__Your objective__
Starting at the line with "<div><b>16:42</b><p>Arrival</p></div>", repeat every line exactly until the records end, including the last one.

:: Working data

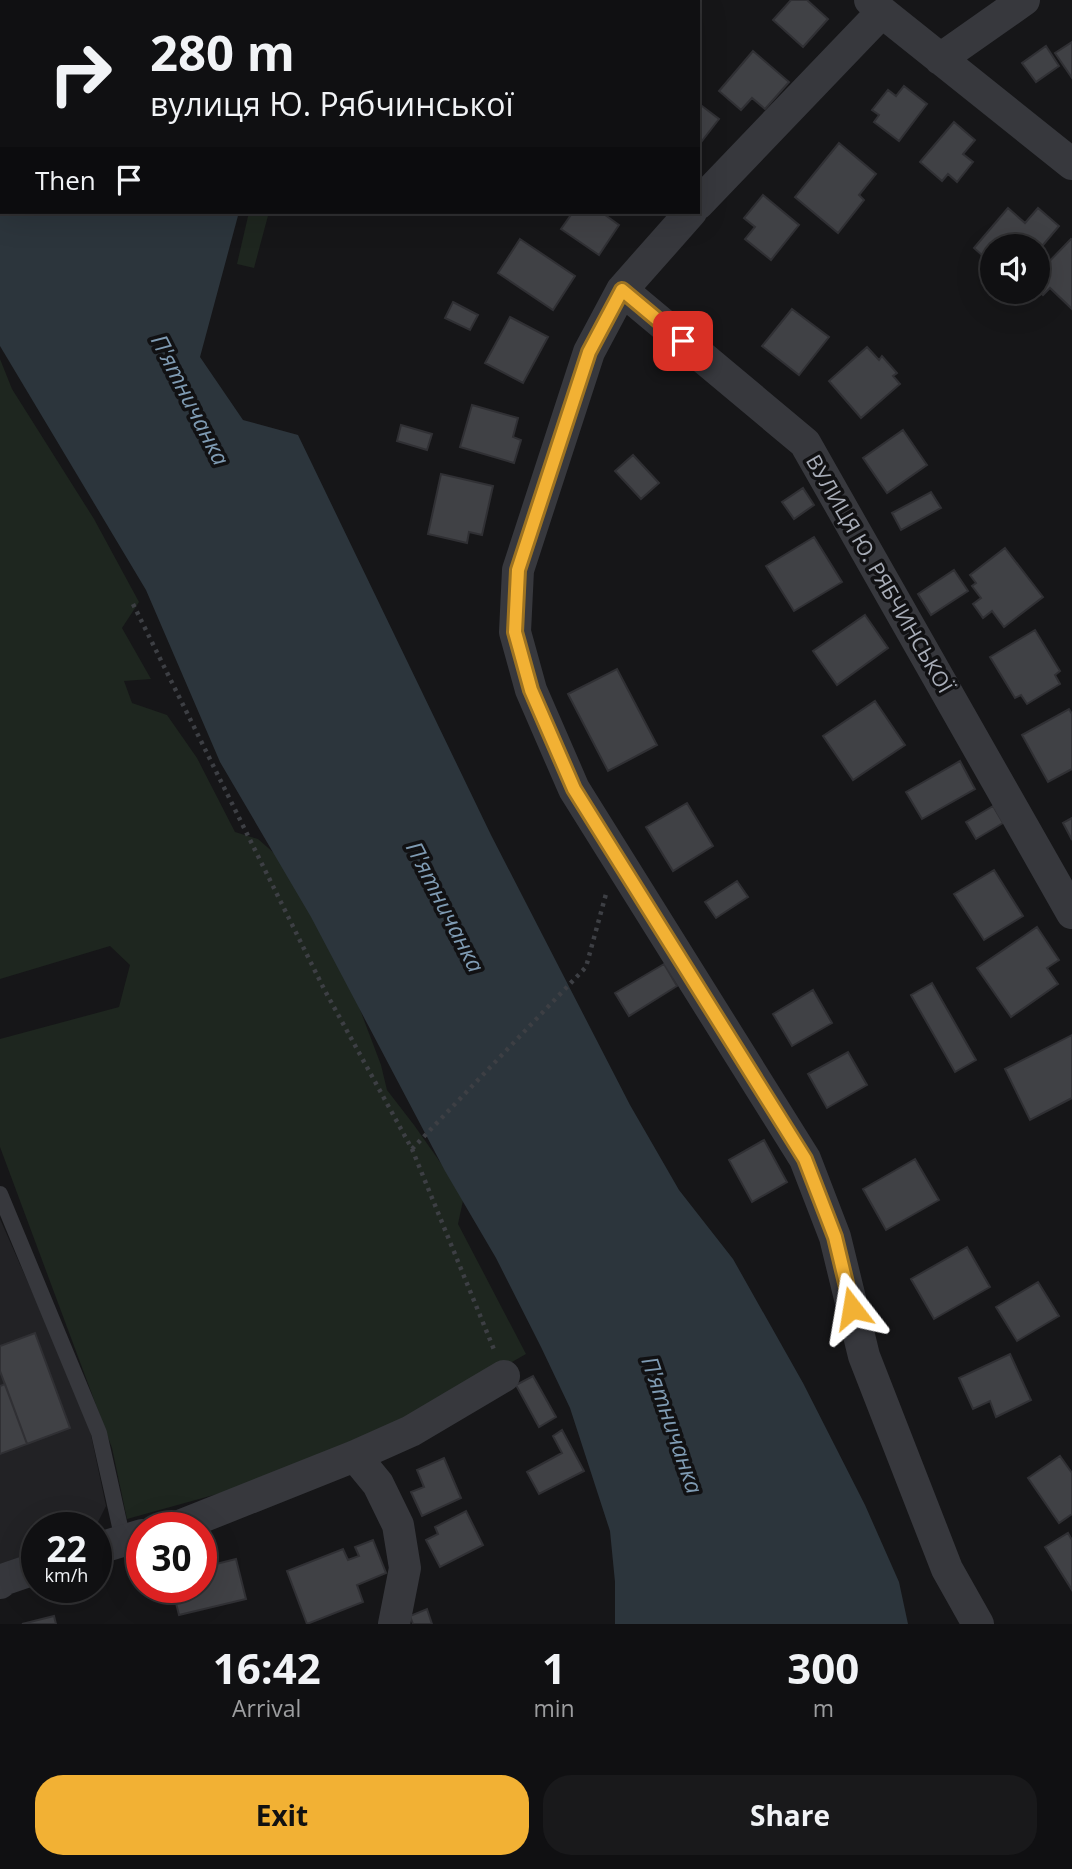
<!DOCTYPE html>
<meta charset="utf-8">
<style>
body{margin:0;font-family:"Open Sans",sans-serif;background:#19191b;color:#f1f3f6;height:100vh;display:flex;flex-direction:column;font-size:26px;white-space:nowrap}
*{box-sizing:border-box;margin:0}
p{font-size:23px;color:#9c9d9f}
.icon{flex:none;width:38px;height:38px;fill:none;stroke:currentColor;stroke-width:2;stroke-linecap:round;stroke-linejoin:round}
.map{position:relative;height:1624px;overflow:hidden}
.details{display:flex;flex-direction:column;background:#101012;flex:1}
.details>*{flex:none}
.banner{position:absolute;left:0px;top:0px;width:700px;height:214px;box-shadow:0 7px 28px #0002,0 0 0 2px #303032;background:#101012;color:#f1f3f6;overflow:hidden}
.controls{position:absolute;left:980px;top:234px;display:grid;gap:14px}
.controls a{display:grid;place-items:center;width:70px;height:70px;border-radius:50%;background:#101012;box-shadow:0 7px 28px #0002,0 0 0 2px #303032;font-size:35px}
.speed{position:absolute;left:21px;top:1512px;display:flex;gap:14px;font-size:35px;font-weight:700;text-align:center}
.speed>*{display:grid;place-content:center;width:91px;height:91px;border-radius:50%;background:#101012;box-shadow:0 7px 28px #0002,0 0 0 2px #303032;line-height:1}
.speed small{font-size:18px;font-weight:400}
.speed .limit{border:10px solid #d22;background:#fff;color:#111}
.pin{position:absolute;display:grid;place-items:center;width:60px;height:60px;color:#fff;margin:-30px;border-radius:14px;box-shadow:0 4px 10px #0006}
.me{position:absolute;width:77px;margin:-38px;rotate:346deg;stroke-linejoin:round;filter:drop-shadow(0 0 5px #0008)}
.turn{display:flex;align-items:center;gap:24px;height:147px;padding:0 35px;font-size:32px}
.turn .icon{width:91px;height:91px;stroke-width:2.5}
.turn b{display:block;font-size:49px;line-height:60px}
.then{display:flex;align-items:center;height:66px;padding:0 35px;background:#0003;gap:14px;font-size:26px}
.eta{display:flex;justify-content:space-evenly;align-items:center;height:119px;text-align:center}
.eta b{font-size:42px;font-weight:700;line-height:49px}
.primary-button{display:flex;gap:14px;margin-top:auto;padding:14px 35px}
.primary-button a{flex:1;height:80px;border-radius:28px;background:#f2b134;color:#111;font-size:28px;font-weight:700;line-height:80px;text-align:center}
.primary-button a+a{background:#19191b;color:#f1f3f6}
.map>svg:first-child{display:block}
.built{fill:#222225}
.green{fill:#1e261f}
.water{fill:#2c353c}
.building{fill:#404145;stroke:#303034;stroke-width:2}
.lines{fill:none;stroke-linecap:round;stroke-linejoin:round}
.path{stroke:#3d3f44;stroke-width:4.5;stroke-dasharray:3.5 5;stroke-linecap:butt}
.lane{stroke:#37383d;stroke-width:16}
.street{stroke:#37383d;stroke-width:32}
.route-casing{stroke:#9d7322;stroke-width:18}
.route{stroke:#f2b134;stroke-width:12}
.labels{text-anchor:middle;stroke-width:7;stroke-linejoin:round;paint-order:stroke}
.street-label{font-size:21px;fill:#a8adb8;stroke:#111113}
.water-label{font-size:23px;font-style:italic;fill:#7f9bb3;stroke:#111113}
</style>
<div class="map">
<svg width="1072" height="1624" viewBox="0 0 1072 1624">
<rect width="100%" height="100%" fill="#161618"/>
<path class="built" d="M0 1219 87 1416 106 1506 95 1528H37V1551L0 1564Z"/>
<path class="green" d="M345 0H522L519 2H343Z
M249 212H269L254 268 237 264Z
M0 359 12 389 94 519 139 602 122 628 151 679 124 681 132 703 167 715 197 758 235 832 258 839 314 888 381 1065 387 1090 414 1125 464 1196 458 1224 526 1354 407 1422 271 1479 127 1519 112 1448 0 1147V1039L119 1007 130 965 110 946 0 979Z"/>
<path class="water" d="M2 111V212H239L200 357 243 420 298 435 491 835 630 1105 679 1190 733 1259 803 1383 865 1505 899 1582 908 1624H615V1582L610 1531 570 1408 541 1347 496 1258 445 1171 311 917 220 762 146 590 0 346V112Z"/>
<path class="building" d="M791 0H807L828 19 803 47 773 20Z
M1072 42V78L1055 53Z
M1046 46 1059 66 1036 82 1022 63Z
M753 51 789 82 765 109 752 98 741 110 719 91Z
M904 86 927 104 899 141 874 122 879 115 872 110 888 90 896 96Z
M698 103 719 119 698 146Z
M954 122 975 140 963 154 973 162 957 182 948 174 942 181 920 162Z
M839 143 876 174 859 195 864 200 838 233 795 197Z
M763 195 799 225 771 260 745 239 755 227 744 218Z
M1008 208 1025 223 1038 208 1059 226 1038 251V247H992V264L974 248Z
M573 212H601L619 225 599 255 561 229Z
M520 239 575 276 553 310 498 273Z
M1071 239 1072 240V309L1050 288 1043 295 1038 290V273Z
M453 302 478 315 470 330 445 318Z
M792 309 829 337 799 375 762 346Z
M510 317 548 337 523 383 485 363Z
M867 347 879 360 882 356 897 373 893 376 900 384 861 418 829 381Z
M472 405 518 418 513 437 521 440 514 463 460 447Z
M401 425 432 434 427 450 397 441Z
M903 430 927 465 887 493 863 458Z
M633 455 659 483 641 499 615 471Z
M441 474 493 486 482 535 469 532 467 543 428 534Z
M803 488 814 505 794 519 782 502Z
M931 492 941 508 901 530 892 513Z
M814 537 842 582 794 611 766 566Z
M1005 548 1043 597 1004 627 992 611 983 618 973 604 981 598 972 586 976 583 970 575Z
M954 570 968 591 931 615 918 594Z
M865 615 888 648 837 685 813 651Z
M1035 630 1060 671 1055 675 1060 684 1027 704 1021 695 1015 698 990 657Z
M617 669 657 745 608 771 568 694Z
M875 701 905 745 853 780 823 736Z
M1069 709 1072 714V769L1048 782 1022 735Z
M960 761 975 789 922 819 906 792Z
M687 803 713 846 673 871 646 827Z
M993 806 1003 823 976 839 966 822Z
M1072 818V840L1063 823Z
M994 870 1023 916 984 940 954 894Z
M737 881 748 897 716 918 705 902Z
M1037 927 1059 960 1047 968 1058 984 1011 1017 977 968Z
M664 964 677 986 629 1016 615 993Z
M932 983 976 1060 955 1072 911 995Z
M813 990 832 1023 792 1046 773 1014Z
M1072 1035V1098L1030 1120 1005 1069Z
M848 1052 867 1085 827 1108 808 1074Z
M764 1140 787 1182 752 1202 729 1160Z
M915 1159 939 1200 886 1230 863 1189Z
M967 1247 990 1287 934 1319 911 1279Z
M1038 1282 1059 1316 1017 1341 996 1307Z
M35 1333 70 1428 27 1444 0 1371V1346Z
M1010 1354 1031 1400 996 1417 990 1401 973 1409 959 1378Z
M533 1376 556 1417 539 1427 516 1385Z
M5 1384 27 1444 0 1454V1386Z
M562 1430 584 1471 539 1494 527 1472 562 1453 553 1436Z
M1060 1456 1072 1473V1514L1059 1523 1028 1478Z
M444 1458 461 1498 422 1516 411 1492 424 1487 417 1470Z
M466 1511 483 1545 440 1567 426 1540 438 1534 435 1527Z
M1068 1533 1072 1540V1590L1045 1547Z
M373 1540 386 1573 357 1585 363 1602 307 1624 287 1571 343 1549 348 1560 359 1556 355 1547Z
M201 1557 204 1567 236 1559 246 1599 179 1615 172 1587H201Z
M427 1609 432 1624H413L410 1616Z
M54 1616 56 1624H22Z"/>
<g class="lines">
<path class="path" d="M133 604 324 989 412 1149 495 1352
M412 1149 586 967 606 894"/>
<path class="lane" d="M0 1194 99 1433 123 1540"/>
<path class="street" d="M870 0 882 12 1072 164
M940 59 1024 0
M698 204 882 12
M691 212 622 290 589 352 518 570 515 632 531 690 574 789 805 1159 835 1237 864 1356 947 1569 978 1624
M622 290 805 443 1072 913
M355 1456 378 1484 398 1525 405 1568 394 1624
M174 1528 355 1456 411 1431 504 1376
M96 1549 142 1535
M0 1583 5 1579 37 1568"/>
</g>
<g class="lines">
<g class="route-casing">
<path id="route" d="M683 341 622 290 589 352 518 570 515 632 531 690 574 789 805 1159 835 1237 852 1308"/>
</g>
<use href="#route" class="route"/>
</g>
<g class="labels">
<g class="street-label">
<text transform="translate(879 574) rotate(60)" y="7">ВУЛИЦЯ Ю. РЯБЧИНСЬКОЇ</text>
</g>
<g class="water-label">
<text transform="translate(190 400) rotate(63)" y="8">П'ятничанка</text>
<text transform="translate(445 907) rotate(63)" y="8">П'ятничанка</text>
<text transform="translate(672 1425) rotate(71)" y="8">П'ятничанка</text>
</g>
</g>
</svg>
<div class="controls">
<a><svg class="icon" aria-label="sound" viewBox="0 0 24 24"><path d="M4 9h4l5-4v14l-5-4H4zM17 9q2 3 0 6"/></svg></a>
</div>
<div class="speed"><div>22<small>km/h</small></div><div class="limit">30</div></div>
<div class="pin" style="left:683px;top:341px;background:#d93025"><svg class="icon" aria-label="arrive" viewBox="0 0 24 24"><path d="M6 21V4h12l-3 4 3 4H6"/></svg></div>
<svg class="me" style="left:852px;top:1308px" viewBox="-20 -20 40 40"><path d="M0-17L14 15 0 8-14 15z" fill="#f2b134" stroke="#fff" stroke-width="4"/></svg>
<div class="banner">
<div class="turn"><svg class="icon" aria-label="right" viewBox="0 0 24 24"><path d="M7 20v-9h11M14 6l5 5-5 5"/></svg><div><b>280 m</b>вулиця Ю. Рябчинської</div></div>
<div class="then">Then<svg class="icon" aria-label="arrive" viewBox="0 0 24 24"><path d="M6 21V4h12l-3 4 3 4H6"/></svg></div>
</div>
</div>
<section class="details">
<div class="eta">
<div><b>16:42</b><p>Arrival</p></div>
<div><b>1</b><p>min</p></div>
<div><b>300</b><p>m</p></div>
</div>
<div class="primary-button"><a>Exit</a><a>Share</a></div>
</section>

::::

__Final answer__
<div><b>16:42</b><p>Arrival</p></div>
<div><b>1</b><p>min</p></div>
<div><b>300</b><p>m</p></div>
</div>
<div class="primary-button"><a>Exit</a><a>Share</a></div>
</section>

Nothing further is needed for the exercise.